Data analysis pipelines
The SOCIBP genomic pipeline is a collection of containerized analysis modules capable of processing genomic data from different sequencing platforms, panels, and sample types that are commonly used in cancer genomics, either in clinical or research settings (Figure). The concept of the SOCIBP pipeline is based on current best practices in genomic research and data reproducibility, including the ICGC ARGO best practices for scientific workflow development. Priorities for us at this stage are 1) portability (easy deployment of the modules on different servers regardless of their architecture or job scheduler) and 2) reproducibility (processes will run in the same way and produce the same results from the same input on any computing platform). Currently, the SOCIBP pipeline has been deployed and is being tested on the LeoMed server (Zurich) and the Insel HPC (Bern).

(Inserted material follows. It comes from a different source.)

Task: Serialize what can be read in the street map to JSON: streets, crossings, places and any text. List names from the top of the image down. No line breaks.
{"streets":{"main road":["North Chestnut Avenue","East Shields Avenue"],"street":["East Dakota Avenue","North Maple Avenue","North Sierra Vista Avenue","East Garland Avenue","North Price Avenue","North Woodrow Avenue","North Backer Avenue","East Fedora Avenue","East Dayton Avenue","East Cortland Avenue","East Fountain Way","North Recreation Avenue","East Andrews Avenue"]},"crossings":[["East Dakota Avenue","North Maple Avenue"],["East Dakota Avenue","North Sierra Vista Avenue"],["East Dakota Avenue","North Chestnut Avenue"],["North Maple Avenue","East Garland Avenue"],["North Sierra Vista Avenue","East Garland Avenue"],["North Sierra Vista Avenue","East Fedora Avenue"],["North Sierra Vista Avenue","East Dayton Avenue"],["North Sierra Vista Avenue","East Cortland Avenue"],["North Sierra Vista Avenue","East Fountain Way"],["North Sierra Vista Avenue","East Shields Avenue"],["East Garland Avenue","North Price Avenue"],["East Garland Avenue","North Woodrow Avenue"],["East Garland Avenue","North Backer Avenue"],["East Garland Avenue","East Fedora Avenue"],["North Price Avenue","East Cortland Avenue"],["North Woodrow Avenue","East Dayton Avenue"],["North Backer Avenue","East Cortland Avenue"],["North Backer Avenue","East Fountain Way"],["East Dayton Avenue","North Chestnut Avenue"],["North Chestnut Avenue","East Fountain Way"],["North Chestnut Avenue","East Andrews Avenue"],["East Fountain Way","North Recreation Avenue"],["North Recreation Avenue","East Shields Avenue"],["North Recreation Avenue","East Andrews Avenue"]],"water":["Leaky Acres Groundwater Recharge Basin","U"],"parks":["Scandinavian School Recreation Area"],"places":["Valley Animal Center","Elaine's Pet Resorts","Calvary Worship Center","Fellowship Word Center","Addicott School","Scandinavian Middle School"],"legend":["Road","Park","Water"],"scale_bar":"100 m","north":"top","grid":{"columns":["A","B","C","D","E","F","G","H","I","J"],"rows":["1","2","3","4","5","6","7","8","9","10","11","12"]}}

Over the past 12 months, we have made substantial improvements to variant filtering for our whole-exome data analysis and amplicon-based panel sequencing data analysis pipelines. We have also added several value-added analysis modules, especially for the whole-exome data analysis pipeline. These modules include the detection of microsatellite instability and homologous recombination deficiency, the detection of allele-specific copy number alterations, clonality and tumor mutational signatures. For the amplicon-based panel sequencing data analysis pipelines, we have also added a new module to detect fusion from RNA panel sequencing data.
Modularity is the main characteristic of the SOCIBP pipeline. This facilitates a more efficient development of its components and deployment of only the modules needed for specific analyses, depending on data types and goals. Currently, the SOCIBP modules are run as independent versioned tools, which is sufficient for expert usage. Our next goal is to develop an umbrella wrapper (written in nextflow and/or snakemake) that will be versioned, and would handle the execution of each module or a series of modules. This would enable much easier usage of the SOCIBP pipeline and would facilitate its adoption in hospitals or research centers.
In summary, this pipeline could be useful to help bridge many complex sources of genomic data (whole genome, whole exome, targeted exomes, targeted amplicon-based panels).